This repository provides a machine learning and data visualization project focused on predicting the Serie A league table for the 2025-2026 season using historical match data.
It combines data preprocessing, feature engineering, and predictive modeling with visual exploratory analysis.
-
Serie_A_predictor.py
Main Python script that:- Loads the dataset
matches_serie_A.csv
- Cleans and preprocesses the data
- Generates additional season-based CSV datasets saved in the
Season_data/
folder - Trains a Random Forest model to predict the final league standings for the 2025-2026 season
- Loads the dataset
-
Serie_A_visualizations_notebook.ipynb
Jupyter Notebook used for data visualization and analysis.
It includes:- Exploratory plots created with Matplotlib and Seaborn
- Commentary and insights for each visualization
- Exported plots saved in the
Plot/
folder
-
matches_serie_A.csv
Input dataset containing historical Serie A match results used for training and analysis. -
Season_data/
Auto-generated folder containing season-specific processed datasets. -
Plot/
Folder containing exported data visualizations.

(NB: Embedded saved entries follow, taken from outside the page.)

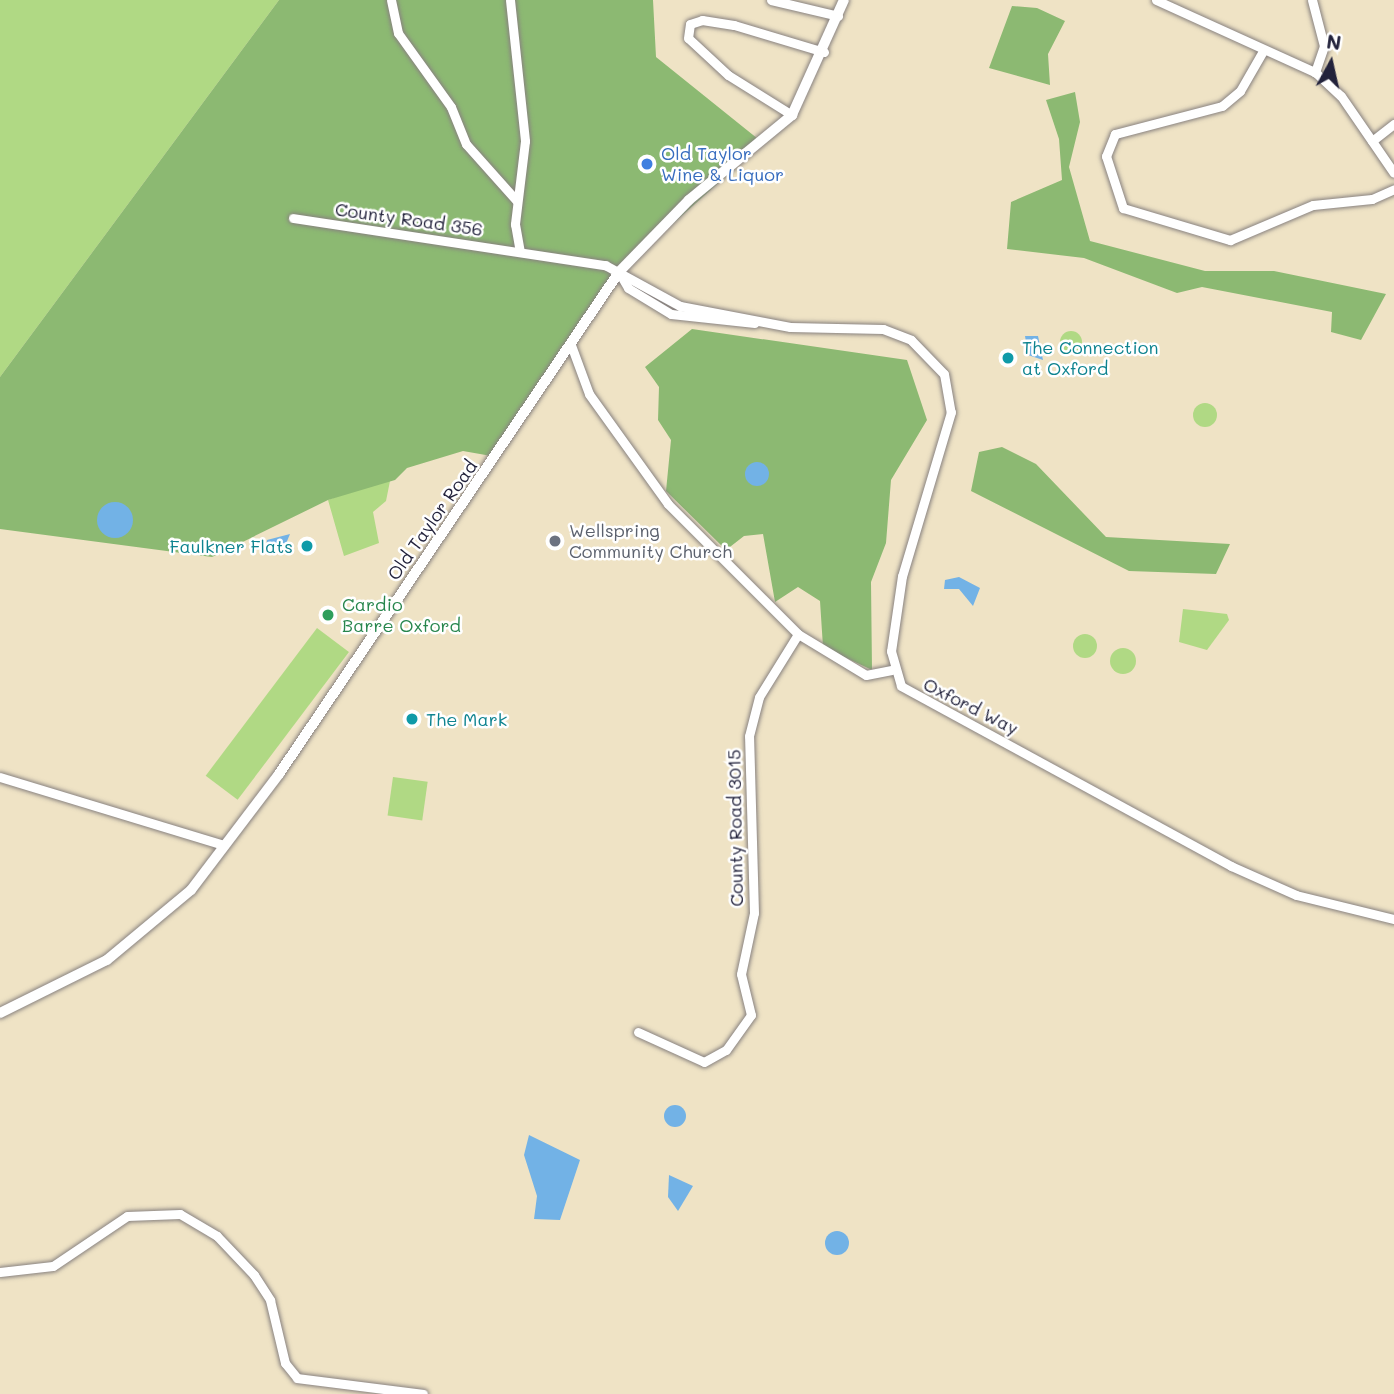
<!DOCTYPE html>
<html>
<head>
<meta charset="utf-8">
<style>
  body { margin:0 }
  #map { position:relative; width:1394px; height:1394px; overflow:hidden; background:#efe3c5; font-family:Mali,sans-serif }
  div>[style] { position:absolute }
  [style*='--x'] { left:calc(var(--x)*1px); top:calc(var(--y)*1px); width:calc(var(--w)*1px); rotate:calc(var(--a)*1deg) }
  .green>* { inset:0; background:#b0d984; transform-origin:0 0 }
  .round { border-radius:50% }
  .forest>* { inset:0; background:#8cb972 }
  .water>* { inset:0; background:#72b2e6 }
  .roads { filter:drop-shadow(0 0 2px #888280) drop-shadow(0 0 2px #888280) }
  .minor>* { height:9px; margin:-4.5px; padding:0 4.5px; transform-origin:4.5px; border-radius:4.5px; background:#fff }
  .tertiary>* { height:10px; margin:-5px; padding:0 5px; transform-origin:5px; border-radius:5px; background:#fff }
  .dots>* { width:19px; height:19px; translate:-50% -50%; box-sizing:border-box; border:4px solid #fff; border-radius:50% }
  span { translate:-50% -50%; white-space:nowrap; text-align:center; line-height:1.15; -webkit-text-stroke:5px #fff; paint-order:stroke }
  .shop-label { font-size:18px; color:#366cbe }
  .left { translate:0 -50%; text-align:left }
  .street-label { font-size:18px; color:#22223b }
  .culture-label { font-size:18px; color:#0d838f }
  .right { translate:-100% -50%; text-align:right }
  .worship-label { font-size:18px; color:#5b616d }
  .leisure-label { font-size:18px; color:#27864d }
  .north { position:absolute; left:1296px; top:28px; width:70px; height:70px; -webkit-text-stroke:5px #fff; paint-order:stroke; rotate:8deg; font-size:19px; font-weight:700; line-height:28px; text-align:center; color:#22223b }
  .north::after { content:''; display:block; margin:auto; width:24px; height:32px; background:#22223b; clip-path:polygon(50% 0,100% 100%,50% 72%,0 100%) }
</style>
</head>
<body>
<div id="map">
  <div class="green">
    <div style="clip-path:polygon(0 0,279px 0,0 377px)"></div>
    <div class="round" style="left:1060px;top:331px;width:22px;height:22px"></div>
    <div class="round" style="left:1193px;top:403px;width:24px;height:24px"></div>
    <div style="clip-path:polygon(391px 476px,386px 501px,373px 512px,379px 543px,344px 556px,328px 500px)"></div>
    <div style="clip-path:polygon(1183px 609px,1227px 614px,1229px 620px,1207px 650px,1179px 642px)"></div>
    <div style="left:317px;top:628px;width:40px;height:185px;rotate:37deg"></div>
    <div class="round" style="left:1073px;top:634px;width:24px;height:24px"></div>
    <div class="round" style="left:1110px;top:648px;width:26px;height:26px"></div>
    <div style="left:393px;top:777px;width:35px;height:39px;rotate:8deg"></div>
  </div>
  <div class="forest">
    <div style="clip-path:polygon(279px 0,653px 0,656px 57px,763px 143px,619px 272px,497px 457px,463px 451px,407px 468px,395px 480px,328px 500px,212px 557px,0 529px,0 377px)"></div>
    <div style="clip-path:polygon(1012px 6px,1037px 8px,1065px 21px,1048px 54px,1050px 85px,989px 68px)"></div>
    <div style="clip-path:polygon(1075px 92px,1080px 122px,1069px 167px,1090px 241px,1205px 271px,1274px 271px,1386px 294px,1361px 340px,1331px 332px,1332px 312px,1202px 287px,1177px 293px,1084px 258px,1007px 249px,1011px 202px,1062px 180px,1059px 139px,1046px 100px)"></div>
    <div style="clip-path:polygon(692px 329px,907px 360px,927px 420px,891px 480px,886px 543px,871px 582px,872px 670px,823px 647px,820px 601px,798px 587px,775px 602px,763px 534px,744px 536px,726px 550px,666px 491px,671px 440px,658px 420px,659px 387px,645px 367px)"></div>
    <div style="clip-path:polygon(1002px 447px,1036px 464px,1106px 537px,1230px 544px,1216px 574px,1129px 571px,971px 491px,979px 452px)"></div>
  </div>
  <div class="water">
    <div style="clip-path:polygon(1025px 336px,1038px 336px,1043px 360px,1028px 355px)"></div>
    <div class="round" style="left:745px;top:462px;width:24px;height:24px"></div>
    <div class="round" style="left:97px;top:502px;width:36px;height:36px"></div>
    <div style="clip-path:polygon(290px 534px,285px 546px,266px 548px,267px 540px)"></div>
    <div style="clip-path:polygon(959px 577px,980px 588px,973px 606px,959px 589px,944px 589px,945px 580px)"></div>
    <div class="round" style="left:664px;top:1105px;width:22px;height:22px"></div>
    <div style="clip-path:polygon(529px 1135px,580px 1160px,560px 1220px,534px 1219px,537px 1196px,524px 1155px)"></div>
    <div style="clip-path:polygon(669px 1175px,693px 1186px,678px 1211px,668px 1197px)"></div>
    <div class="round" style="left:825px;top:1231px;width:24px;height:24px"></div>
  </div>
  <div class="roads">
    <div class="minor">
      <div style="--x:391;--y:0;--w:34;--a:78"></div>
      <div style="--x:398;--y:33;--w:91;--a:54.4"></div>
      <div style="--x:451;--y:107;--w:40;--a:68"></div>
      <div style="--x:466;--y:144;--w:76;--a:48.2"></div>
      <div style="--x:510;--y:0;--w:142;--a:83.9"></div>
      <div style="--x:525;--y:141;--w:84;--a:96.9"></div>
      <div style="--x:515;--y:224;--w:27;--a:80"></div>
      <div style="--x:771;--y:0;--w:69;--a:13.4"></div>
      <div style="--x:1156;--y:0;--w:175;--a:24.4"></div>
      <div style="--x:1315;--y:72;--w:35;--a:43"></div>
      <div style="--x:1341;--y:96;--w:93;--a:55.5"></div>
      <div style="--x:1312;--y:0;--w:48;--a:75.4"></div>
      <div style="--x:1324;--y:46;--w:28;--a:109"></div>
      <div style="--x:1263;--y:51;--w:46;--a:119.9"></div>
      <div style="--x:1240;--y:91;--w:23;--a:140"></div>
      <div style="--x:1222;--y:106;--w:111;--a:165.3"></div>
      <div style="--x:1115;--y:134;--w:24;--a:112"></div>
      <div style="--x:1106;--y:156;--w:55;--a:71.9"></div>
      <div style="--x:1123;--y:208;--w:112;--a:16.7"></div>
      <div style="--x:1230;--y:240;--w:90;--a:-22.9"></div>
      <div style="--x:1313;--y:205;--w:59;--a:-5.8"></div>
      <div style="--x:1372;--y:199;--w:24;--a:-24"></div>
      <div style="--x:792;--y:115;--w:75;--a:-148"></div>
      <div style="--x:728;--y:75;--w:54;--a:-137.2"></div>
      <div style="--x:688;--y:38;--w:14;--a:-82"></div>
      <div style="--x:690;--y:24;--w:13;--a:-18"></div>
      <div style="--x:702;--y:20;--w:32;--a:9"></div>
      <div style="--x:734;--y:25;--w:94;--a:16.7"></div>
      <div style="--x:1372;--y:141;--w:28;--a:-38"></div>
      <div style="--x:293;--y:218;--w:316;--a:8.6"></div>
      <div style="--x:605;--y:265;--w:85;--a:28.7"></div>
      <div style="--x:680;--y:306;--w:112;--a:10.8"></div>
      <div style="--x:790;--y:327;--w:93;--a:1.2"></div>
      <div style="--x:883;--y:329;--w:30;--a:21"></div>
      <div style="--x:911;--y:340;--w:47;--a:45.9"></div>
      <div style="--x:944;--y:374;--w:39;--a:80"></div>
      <div style="--x:951;--y:412;--w:171;--a:106.6"></div>
      <div style="--x:902;--y:576;--w:76;--a:98.3"></div>
      <div style="--x:891;--y:651;--w:36;--a:74"></div>
      <div style="--x:901;--y:686;--w:376;--a:28.6"></div>
      <div style="--x:1231;--y:866;--w:71;--a:24"></div>
      <div style="--x:1296;--y:895;--w:101;--a:13.8"></div>
      <div style="--x:620;--y:274;--w:16;--a:60"></div>
      <div style="--x:628;--y:288;--w:50;--a:31.2"></div>
      <div style="--x:671;--y:314;--w:84;--a:6.1"></div>
      <div style="--x:571;--y:345;--w:52;--a:69.8"></div>
      <div style="--x:589;--y:394;--w:135;--a:54.3"></div>
      <div style="--x:668;--y:504;--w:184;--a:45"></div>
      <div style="--x:798;--y:634;--w:79;--a:31.1"></div>
      <div style="--x:866;--y:675;--w:26;--a:-11"></div>
      <div style="--x:0;--y:777;--w:234;--a:16.9"></div>
      <div style="--x:638;--y:1032;--w:72;--a:24.4"></div>
      <div style="--x:704;--y:1062;--w:25;--a:-29"></div>
      <div style="--x:726;--y:1050;--w:43;--a:-54.5"></div>
      <div style="--x:751;--y:1015;--w:42;--a:-103.7"></div>
      <div style="--x:741;--y:974;--w:62;--a:-78"></div>
      <div style="--x:754;--y:913;--w:177;--a:-91.6"></div>
      <div style="--x:749;--y:736;--w:40;--a:-75.6"></div>
      <div style="--x:759;--y:697;--w:74;--a:-58.2"></div>
      <div style="--x:0;--y:1272;--w:53;--a:-6.5"></div>
      <div style="--x:53;--y:1266;--w:89;--a:-34"></div>
      <div style="--x:127;--y:1216;--w:53;--a:-2.2"></div>
      <div style="--x:180;--y:1214;--w:43;--a:30.7"></div>
      <div style="--x:217;--y:1236;--w:54;--a:46.5"></div>
      <div style="--x:254;--y:1275;--w:30;--a:57"></div>
      <div style="--x:270;--y:1300;--w:65;--a:76.6"></div>
      <div style="--x:285;--y:1363;--w:19;--a:51"></div>
      <div style="--x:297;--y:1378;--w:127;--a:7.2"></div>
    </div>
    <div class="tertiary">
      <div style="--x:0;--y:1013;--w:119;--a:-26.4"></div>
      <div style="--x:107;--y:960;--w:109;--a:-39.8"></div>
      <div style="--x:191;--y:890;--w:146;--a:-52.8"></div>
      <div style="--x:279;--y:774;--w:606;--a:-55.89"></div>
      <div style="--x:619;--y:272;--w:100;--a:-45.8"></div>
      <div style="--x:689;--y:200;--w:134;--a:-39.5"></div>
      <div style="--x:792;--y:115;--w:126;--a:-65.7"></div>
    </div>
  </div>
  <div class="dots">
    <div style="left:647px;top:164px;background:#3f7fe0"></div>
    <div style="left:1008px;top:358px;background:#0f9aa8"></div>
    <div style="left:555px;top:541px;background:#6b7280"></div>
    <div style="left:307px;top:546px;background:#0f9aa8"></div>
    <div style="left:328px;top:615px;background:#2e9e5b"></div>
    <div style="left:412px;top:719px;background:#0f9aa8"></div>
  </div>
  <div class="shop-label">
    <span class="left" style="left:661px;top:164px">Old Taylor<br>Wine &amp; Liquor</span>
  </div>
  <div class="street-label">
    <span style="left:409px;top:219px;rotate:8deg">County Road 356</span>
    <span style="left:432px;top:520px;rotate:-55deg">Old Taylor Road</span>
    <span style="left:971px;top:706px;rotate:27deg">Oxford Way</span>
    <span style="left:735px;top:828px;rotate:-91deg">County Road 3015</span>
  </div>
  <div class="culture-label">
    <span class="left" style="left:1022px;top:358px">The Connection<br>at Oxford</span>
    <span class="right" style="left:293px;top:546px">Faulkner Flats</span>
    <span class="left" style="left:426px;top:719px">The Mark</span>
  </div>
  <div class="worship-label">
    <span class="left" style="left:569px;top:541px">Wellspring<br>Community Church</span>
  </div>
  <div class="leisure-label">
    <span class="left" style="left:342px;top:615px">Cardio<br>Barre Oxford</span>
  </div>
  <div class="north">N</div>
</div>
</body>
</html>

Make sure you have Python 3.8+ installed. Then, install the required dependencies:
pip install -r requirements.txt
Typical requirements include:
pandas
numpy
matplotlib
seaborn
scikit-learn
jupyter
-
Run the predictor script
python Serie_A_predictor.py
This will clean the dataset, generate season-based CSV files, and predict the Serie A table for 2025-2026.
-
Explore data visualizations
Open the Jupyter Notebook:Serie_A_visualizations_notebook.ipynb
The generated plots are also saved inside the
Plot/
folder.
The predictive model is based on a Random Forest Classifier trained on past Serie A seasons.
The pipeline includes:
- Data cleaning & preprocessing
- Feature engineering (team statistics, match results, season summaries)
- Model training & prediction of league standings
Contributions, issues, and feature requests are welcome!
Feel free to open a pull request to improve the model, dataset, or visualizations.
P.S thx to @Erik-Cupsa for the inspiration
This project is released under the MIT License.